Tarım ve Orman Bakanı Bekir Pakdemirli, orman yangınlarına ilişkin yaptığı açıklamada, büyük yangınlardan dolayı tüm ülkenin teyakkuz halinde olduğunu ancak şimdi hayatın normal akışına geçmesi gerektiğini söyledi.
Bakan, Antalya ve Muğla’da zarar gören devlet avlakları bölgelerinin 2021 ve 2022 yılında av döneminde ava kapatılması kararını aldıklarını açıkladı.
Yeniköy Termik Santrali’nin ikinci ünitesi de devrede
Enerji ve Tabii Kaynaklar Fatih Dönmez ise, Yeniköy Termik Santrali‘nin ikinci ünitesinin de bugün saat 06.42 itibarıyla devreye alındığını belirtti.
Bakan Dönmez, santralin tam kapasite çalışmaya başladığını bildirdi. İçtaş Enerji ve Limak tarafından işletilen Yeniköy ve Kemerköy termik santrallerinin faaliyetleri faaliyetleri, 1 Ocak 2020’de durdurulmuş fakat geçici faaliyet belgesiyle (GFB) çalışmalarına devam etmişti.

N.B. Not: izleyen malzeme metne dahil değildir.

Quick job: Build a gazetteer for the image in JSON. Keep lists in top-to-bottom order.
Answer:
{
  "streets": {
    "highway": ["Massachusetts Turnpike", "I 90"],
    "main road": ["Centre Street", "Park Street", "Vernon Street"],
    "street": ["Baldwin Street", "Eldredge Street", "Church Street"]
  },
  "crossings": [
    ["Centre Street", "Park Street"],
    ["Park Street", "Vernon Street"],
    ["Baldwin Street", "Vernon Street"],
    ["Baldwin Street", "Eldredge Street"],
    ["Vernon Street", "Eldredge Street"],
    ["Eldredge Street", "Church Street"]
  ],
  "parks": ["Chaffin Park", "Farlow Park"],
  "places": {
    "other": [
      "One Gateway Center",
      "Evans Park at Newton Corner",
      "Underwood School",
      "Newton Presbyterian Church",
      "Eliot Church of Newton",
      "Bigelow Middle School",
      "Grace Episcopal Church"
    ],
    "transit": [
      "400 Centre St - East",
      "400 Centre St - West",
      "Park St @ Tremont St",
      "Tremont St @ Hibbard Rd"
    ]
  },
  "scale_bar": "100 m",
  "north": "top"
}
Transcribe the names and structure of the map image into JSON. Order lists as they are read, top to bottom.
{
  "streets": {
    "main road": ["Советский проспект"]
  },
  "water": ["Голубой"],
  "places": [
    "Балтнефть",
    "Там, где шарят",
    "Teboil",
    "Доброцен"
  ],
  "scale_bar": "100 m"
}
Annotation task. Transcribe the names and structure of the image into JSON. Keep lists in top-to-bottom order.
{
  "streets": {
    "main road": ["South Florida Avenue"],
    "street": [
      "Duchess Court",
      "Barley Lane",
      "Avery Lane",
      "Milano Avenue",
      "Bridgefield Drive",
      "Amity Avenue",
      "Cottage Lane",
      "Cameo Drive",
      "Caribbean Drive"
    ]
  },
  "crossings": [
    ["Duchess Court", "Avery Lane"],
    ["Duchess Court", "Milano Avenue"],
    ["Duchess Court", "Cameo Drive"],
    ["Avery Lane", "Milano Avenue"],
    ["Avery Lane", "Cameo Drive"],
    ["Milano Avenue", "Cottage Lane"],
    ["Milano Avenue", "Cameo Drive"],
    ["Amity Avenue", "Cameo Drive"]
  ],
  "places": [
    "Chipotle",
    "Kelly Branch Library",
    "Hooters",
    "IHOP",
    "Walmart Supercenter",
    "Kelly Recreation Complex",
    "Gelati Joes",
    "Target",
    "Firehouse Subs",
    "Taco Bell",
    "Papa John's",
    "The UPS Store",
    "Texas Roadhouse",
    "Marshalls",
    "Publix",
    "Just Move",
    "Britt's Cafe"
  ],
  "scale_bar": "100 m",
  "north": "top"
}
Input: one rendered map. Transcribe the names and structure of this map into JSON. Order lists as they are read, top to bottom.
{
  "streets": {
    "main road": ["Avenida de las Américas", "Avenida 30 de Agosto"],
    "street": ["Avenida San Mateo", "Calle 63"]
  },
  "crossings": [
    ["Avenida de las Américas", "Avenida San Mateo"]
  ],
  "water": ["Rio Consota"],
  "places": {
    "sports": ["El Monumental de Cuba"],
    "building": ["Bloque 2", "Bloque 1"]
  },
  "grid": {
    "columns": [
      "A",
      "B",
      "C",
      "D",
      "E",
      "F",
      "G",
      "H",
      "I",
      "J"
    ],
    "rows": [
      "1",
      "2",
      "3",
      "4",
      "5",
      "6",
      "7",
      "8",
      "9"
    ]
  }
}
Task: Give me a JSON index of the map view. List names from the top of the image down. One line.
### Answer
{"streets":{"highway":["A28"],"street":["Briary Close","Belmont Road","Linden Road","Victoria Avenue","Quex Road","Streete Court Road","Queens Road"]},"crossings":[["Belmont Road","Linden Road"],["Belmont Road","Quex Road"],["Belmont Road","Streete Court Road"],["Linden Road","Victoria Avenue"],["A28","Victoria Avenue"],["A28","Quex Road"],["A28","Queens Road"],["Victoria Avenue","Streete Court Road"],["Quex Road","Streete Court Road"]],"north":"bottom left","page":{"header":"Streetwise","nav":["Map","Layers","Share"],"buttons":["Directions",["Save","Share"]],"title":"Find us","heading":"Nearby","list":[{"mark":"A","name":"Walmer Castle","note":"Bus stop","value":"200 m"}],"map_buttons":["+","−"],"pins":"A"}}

İkizköy Çevre Komitesi ve KARDOK Derneği, İkizköy’de iki ayrı mahkemeden verilen yürütmeyi durdurma kararı sonrasında bir basın açıklaması yaptı.
Basın açıklamasında, kömür şirketinin bölgeyi terk edene kadar mücadelenin süreceğine vurgu yapıldı.
Yeşil Gazete‘ye açıklamalarda bulunan İkizköy Çevre Komitesi gönüllüsü Deniz Gümüşel, mahkemenin kararının çok doğru ve yerinde bir karar olduğunu, ancak “Keşke çok daha önce bu kararı verselerdi de 149 ağacımız kesilmemiş olsaydı. O 149 ağacı sevgiyle anıyoruz ve hayatlarını kurtaramadığımız için onlardan özür diliyoruz” ifadelerini kullandı.
‘Mücadeleye devam’
Basın açıklamasını İkizköy Çevre Komitesi’nden Esra Işık okudu. Açıklamada, Akbelen Ormanındaki son kesim girişimleri üzerine Avukatlar Arif Ali Cangı ve İsmail Hakkı Atal‘ın yürütmenin durdurulması için mahkemeye defalarca başvuru yaptığı ve en sonunda dün akşam tebliğ edilen kararlarla her iki dosyadan da yürütmeyi durdurma kararı verildiğinin öğrenildiği belirtildi.
Tüm yetkililerin mahkemenin kararlarını uygulamaya davet edildiği açıklamada, kömürcü şirketin bölgeyi terk edene kadar Akbelen Ormanının terk edilmeyeceği de kaydedildi:
Başta Milas Kaymakamı ve Muğla Valisi olmak üzere tüm yetkililerin mahkeme kararlarının uygulanmasını sağlamalarını, Yeniköy ve Kemerköy termik santrallerindeki rehabilitasyonu, kapasite arttırımı ile ve kömür madenlerindeki genişletme projelerine ilişkin tüm işlemlerin derhal durdurulmasını, Akbelen Ormanı’nı korumalarını ve müdahale edilen doğal ortamların eski haline getirilmesini bekliyoruz.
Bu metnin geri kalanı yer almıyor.